This syntax allowed the script to "walk" down the text to find particular data, as in this example:

   put the first character of the third word of line 5 of card field "sometext" into theChar

This process of treating text as a container was known as "chunking", and the functions as "chunk expressions". These same sorts of expressions were used to handle file manipulation, along with a set of file management functions. The following code opens a known file, reads from it, extracts data, and then closes the file:

  on mouseDown
    answer file "Please select a text file to open."
    if it is empty then exit mouseDown
    put it into filePath
    if there is a file filePath then
      open file filePath
      read from file filePath until return
      put it into cd fld "some field"
      close file filePath
      set the textStyle of character 1 to 10 of card field "some field" to bold
    end if
  end mouseDown

HyperTalk also included functions for chunking strings using a substring-find operation using the in operator. The following code finds all examples of a given pattern using the in as part of the repeat loop, while offset finds the location of that pattern within the string:

  function replaceStr pattern,newStr,inStr
    repeat while pattern is in inStr
      put offset(pattern,inStr) into pos
      put newStr into character pos to (pos +the length of pattern)-1 of inStr
    end repeat
    return inStr
  end replaceStr

===Lists and other collections===
HyperTalk used the same chunking system to produce structures like arrays or lists. Such a structure would be created by placing multiple data items in a variable, separated by commas. Various types of data could be imported into a HyperTalk script using strings that would get parsed as required. For instance, the position of objects on the screen was defined by a pair of numbers representing the X and Y coordinates relative to the upper left corner. The following code creates a variable called pos that holds a coordinate pair, and then manipulates this to re-position all of the buttons on a card in a diagonal from top-left to bottom-right:

  on mouseUp
    put "100,100" into pos
    repeat with x = 1 to the number of card buttons
      set the location of card button x to pos
      add 15 to item 1 of pos
    end repeat
  end mouseUp

The item chunking expression was originally based on a comma delimiter, but later versions of HyperCard changed this to the value of itemDelimiter, offering the ability to parse arbitrary lists and structures.

===Messages and events===
HyperTalk used an object-oriented concept for calling scripts, with objects in the stack sending "events" as messages that would be processed by handlers that declared their interest in receiving the events using the on syntax. For instance, most GUI containers would send the mouseDown message when the mouse button was clicked down, and then a mouseUp message when it was released while still on top of that container, and a script could capture these events like this:

 on mouseUp
  -- place additional code here
 end mouseUp

Messages for events were first sent to the script in the object that created the event, for instance, if the user clicked on a button the mouseUp message was first sent to that button. If the button's script object did not have a mouseUp handler (or no script at all), it was then passed to the card, the background, the stack, any stacks whose scripts had been explicitly imported using the start using command, the "home stack" (a user-selected always-open HyperCard stack), and finally to the HyperCard application itself.

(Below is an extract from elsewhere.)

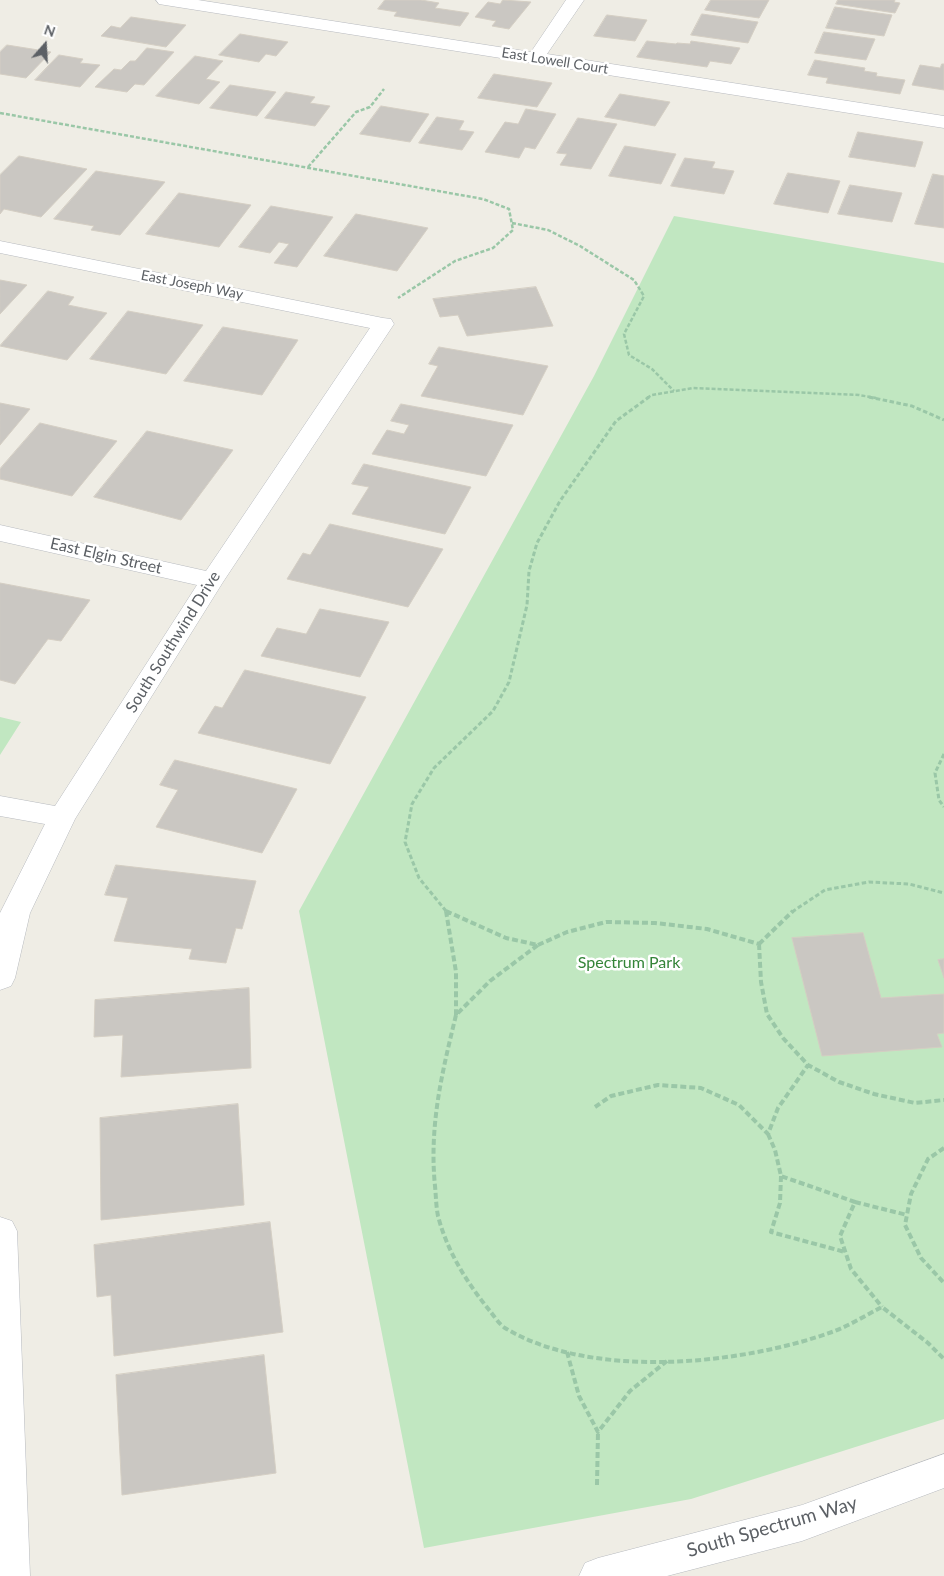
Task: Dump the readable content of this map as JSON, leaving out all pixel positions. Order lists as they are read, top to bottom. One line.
{"streets":{"street":["East Lowell Court","East Joseph Way","East Elgin Street","South Southwind Drive","South Spectrum Way"]},"crossings":[["East Joseph Way","South Southwind Drive"],["East Elgin Street","South Southwind Drive"]],"parks":["Spectrum Park"],"north":"top"}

For many simple events like mouse clicks on buttons the script would be placed directly within the object in question, the button itself. For instance, one might use the example code above within a button handler in this fashion:

 on mouseUp
    repeat with i = 1 to the number of card fields
      hide field i
    end repeat
 end mouseUp

In the case where code was being called from multiple locations, or it was being used as a global handler for an event, the script could determine the original sender of the event using the target function. Likewise, scripts could send events to other containers using the send command and then using the navigational code to refer to the container holding that handler's code:

    send "mouseUp" to card button "OK" of card "Veracity"

Combining HyperTalk's string processing with the do command allowed for the construction of interactive interpreters by placing a text field on a card and then placing this code in the field's script:

  on mouseUp
    select the clickLine
    put word 2 of the clickLine into linenum
    do line linenum of cd fld 1
  end mouseUp

clickLine is a global property that returns the name and line number of the last field clicked, in a form like applescript. This code first selects all of the text on the clicked line, then extracts the line number into a local variable, then uses do to run the text as a HyperCard script.

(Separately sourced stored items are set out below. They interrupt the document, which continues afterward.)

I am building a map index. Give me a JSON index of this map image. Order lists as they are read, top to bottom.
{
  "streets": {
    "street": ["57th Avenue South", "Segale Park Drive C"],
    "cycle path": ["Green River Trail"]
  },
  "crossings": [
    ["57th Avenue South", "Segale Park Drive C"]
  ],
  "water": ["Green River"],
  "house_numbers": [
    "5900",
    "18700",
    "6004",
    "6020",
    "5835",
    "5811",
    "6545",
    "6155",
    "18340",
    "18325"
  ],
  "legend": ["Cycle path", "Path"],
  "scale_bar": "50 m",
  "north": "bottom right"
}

The mouseDown message was sent to a button when the user clicked it, and mouseUp was sent when the user released the mouse inside it to trigger its action. Similarly, HyperCard sent periodic idle message, mouseEnter, mouseLeave, ... and various other messages related to navigation between different cards in a HyperCard stack, as well as user input (keyDown, functionKey, ...), and system events. As far as the scripters were concerned, there were no main event loops like in other procedural programming languages.

===Controlling HyperCard===
Unlike general rapid application development platforms, HyperCard stacks always looked like stacks - the menu bar was HyperCard's and not the programmer's (by default—scripting could add, delete and modify menus), the single window was a fixed size (in early versions), and in certain cases, commands that were central to the operation were part of the application itself, and not directly available in HyperTalk itself.

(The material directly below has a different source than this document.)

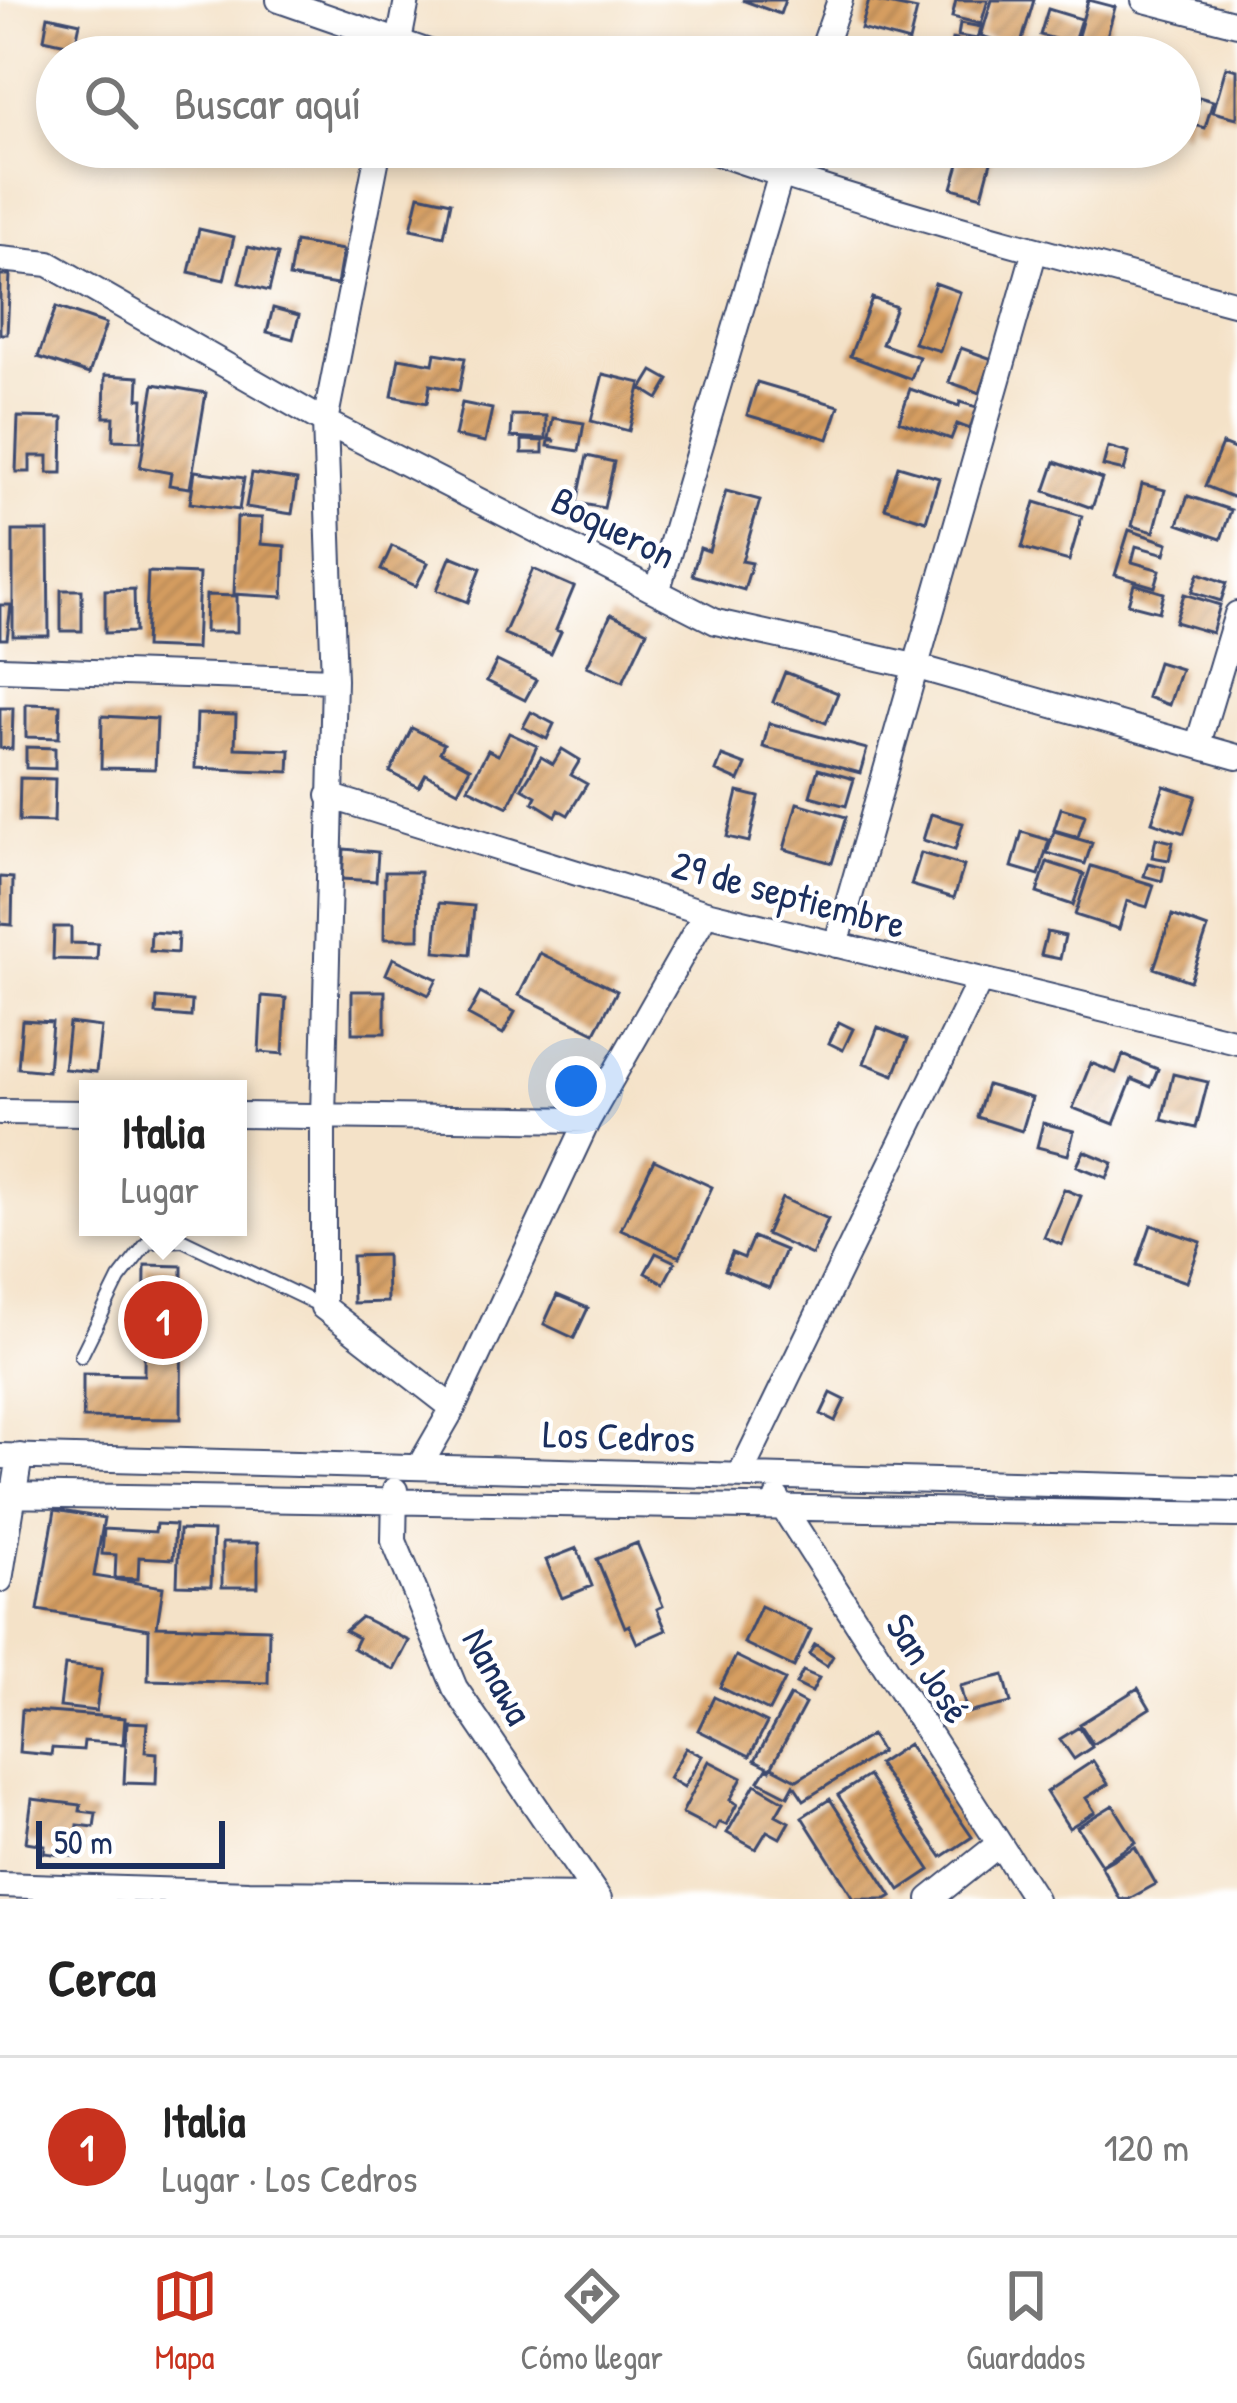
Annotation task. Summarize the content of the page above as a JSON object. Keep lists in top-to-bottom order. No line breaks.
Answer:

A good example of this was the creation of new cards, which was part of the application, not directly accessible from the HyperTalk language itself. A new card could only be created using the New Card menu item, which could be simulated in code usingdoMenu "New Card". While HyperTalk called into menu commands, menu commands also invoked handlers in HyperTalk. To run custom code when the Copy menu item was selected, one would place a script in the stack using the on doMenu itemName handler, and then examine itemName to see if it was "Copy".

HyperTalk also provided script control over the built-in drawing tools, simply by scripting the needed changes in paint tools and simulating mouse movements using the drag from start to end and the click at position commands.

===Forgiving semantics===
One unique distinction between HyperCard's programming language HyperTalk and seemingly similar languages like AppleScript was that HyperTalk scripts were more lenient in what input they accepted.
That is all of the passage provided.